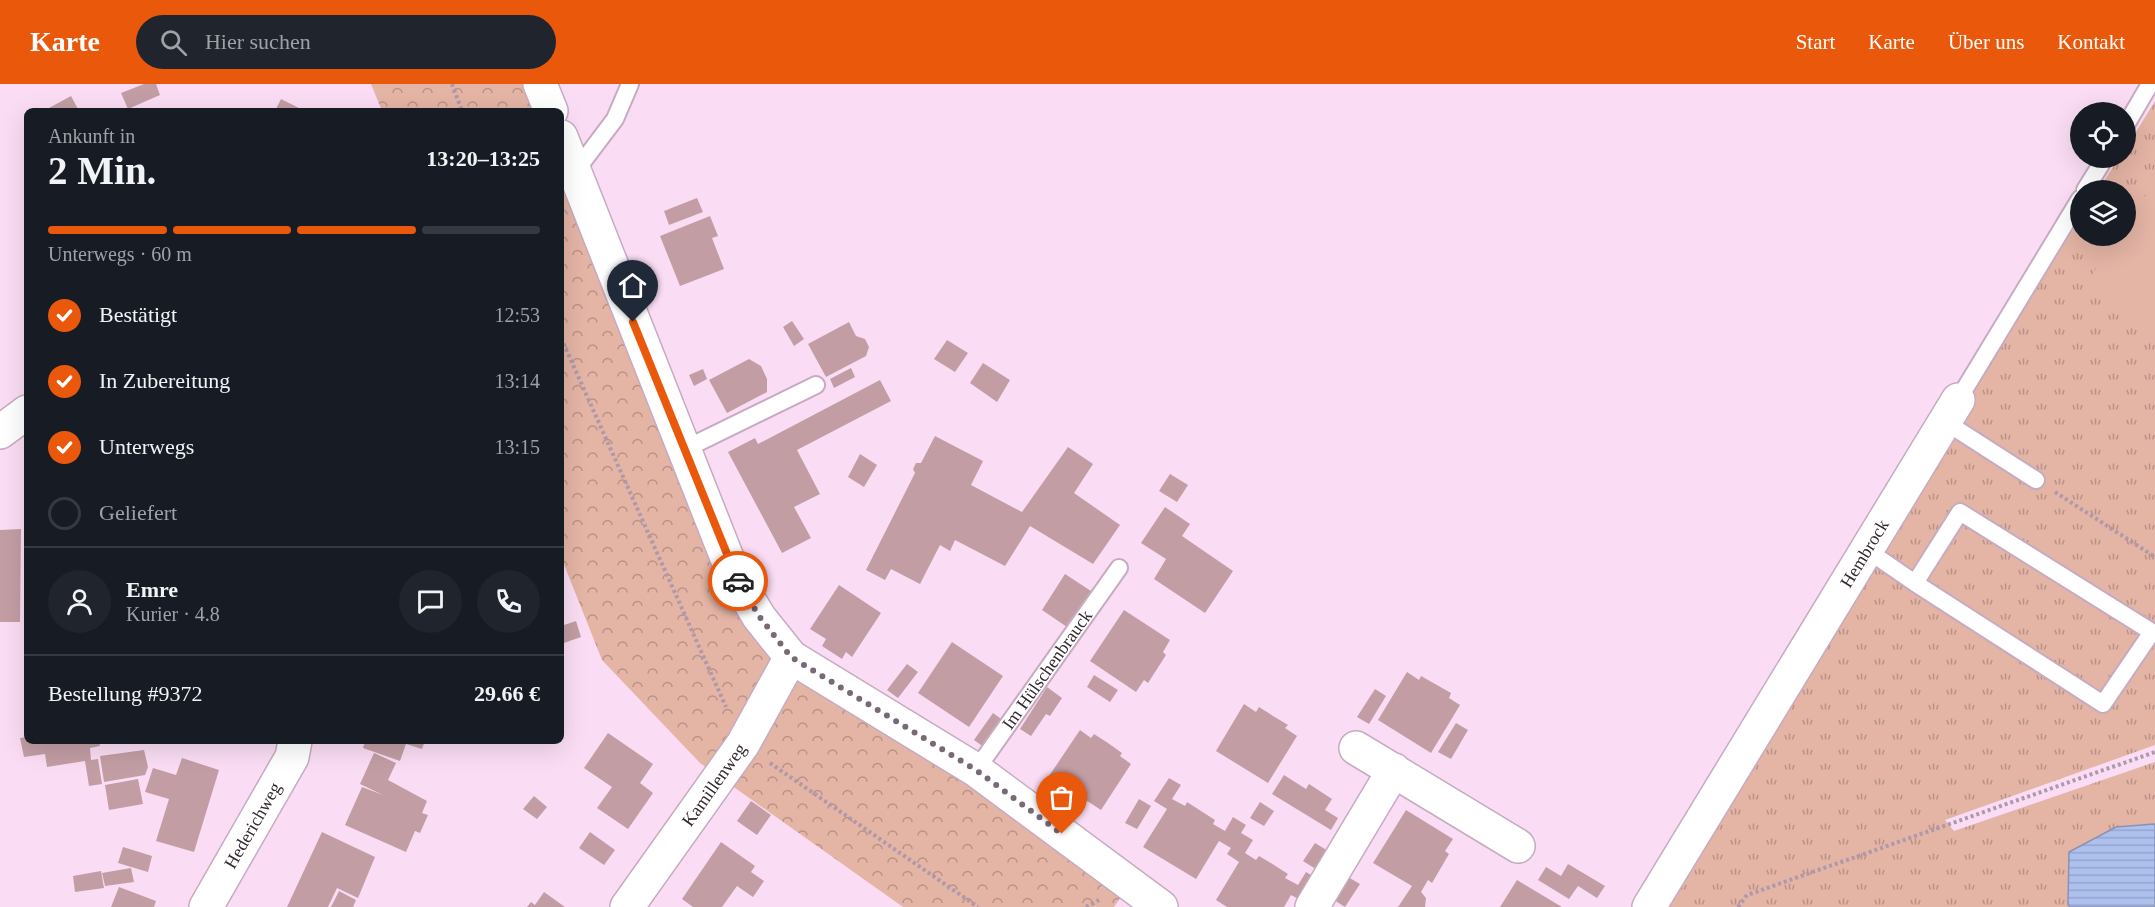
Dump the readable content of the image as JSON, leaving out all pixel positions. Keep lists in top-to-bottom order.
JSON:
{
  "streets": {
    "street": ["Hembrock", "Kamillenweg", "Hederichweg"],
    "lane": ["Im Hülschenbrauck"]
  },
  "page": {
    "header": "Karte",
    "search": "Hier suchen",
    "nav": [
      "Start",
      "Karte",
      "Über uns",
      "Kontakt"
    ],
    "heading": ["2 Min.", "Ankunft in", "13:20–13:25"],
    "panel": [
      "Emre",
      "Kurier · 4.8",
      "Bestellung #9372",
      "29.66 €"
    ],
    "bar": "Unterwegs · 60 m",
    "list": [
      ["Bestätigt", "12:53"],
      ["In Zubereitung", "13:14"],
      ["Unterwegs", "13:15"],
      "Geliefert"
    ]
  }
}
******************************
- **REQUIRED WORK**
Please write out all of the data verbatim, with no pictures in the copy.

- **RESULT OF THE EXERCISE**
Dump the readable content of the image as JSON, leaving out all pixel positions. Keep lists in top-to-bottom order.
JSON:
{
  "streets": {
    "street": ["Hembrock", "Kamillenweg", "Hederichweg"],
    "lane": ["Im Hülschenbrauck"]
  },
  "page": {
    "header": "Karte",
    "search": "Hier suchen",
    "nav": [
      "Start",
      "Karte",
      "Über uns",
      "Kontakt"
    ],
    "heading": ["2 Min.", "Ankunft in", "13:20–13:25"],
    "panel": [
      "Emre",
      "Kurier · 4.8",
      "Bestellung #9372",
      "29.66 €"
    ],
    "bar": "Unterwegs · 60 m",
    "list": [
      ["Bestätigt", "12:53"],
      ["In Zubereitung", "13:14"],
      ["Unterwegs", "13:15"],
      "Geliefert"
    ]
  }
}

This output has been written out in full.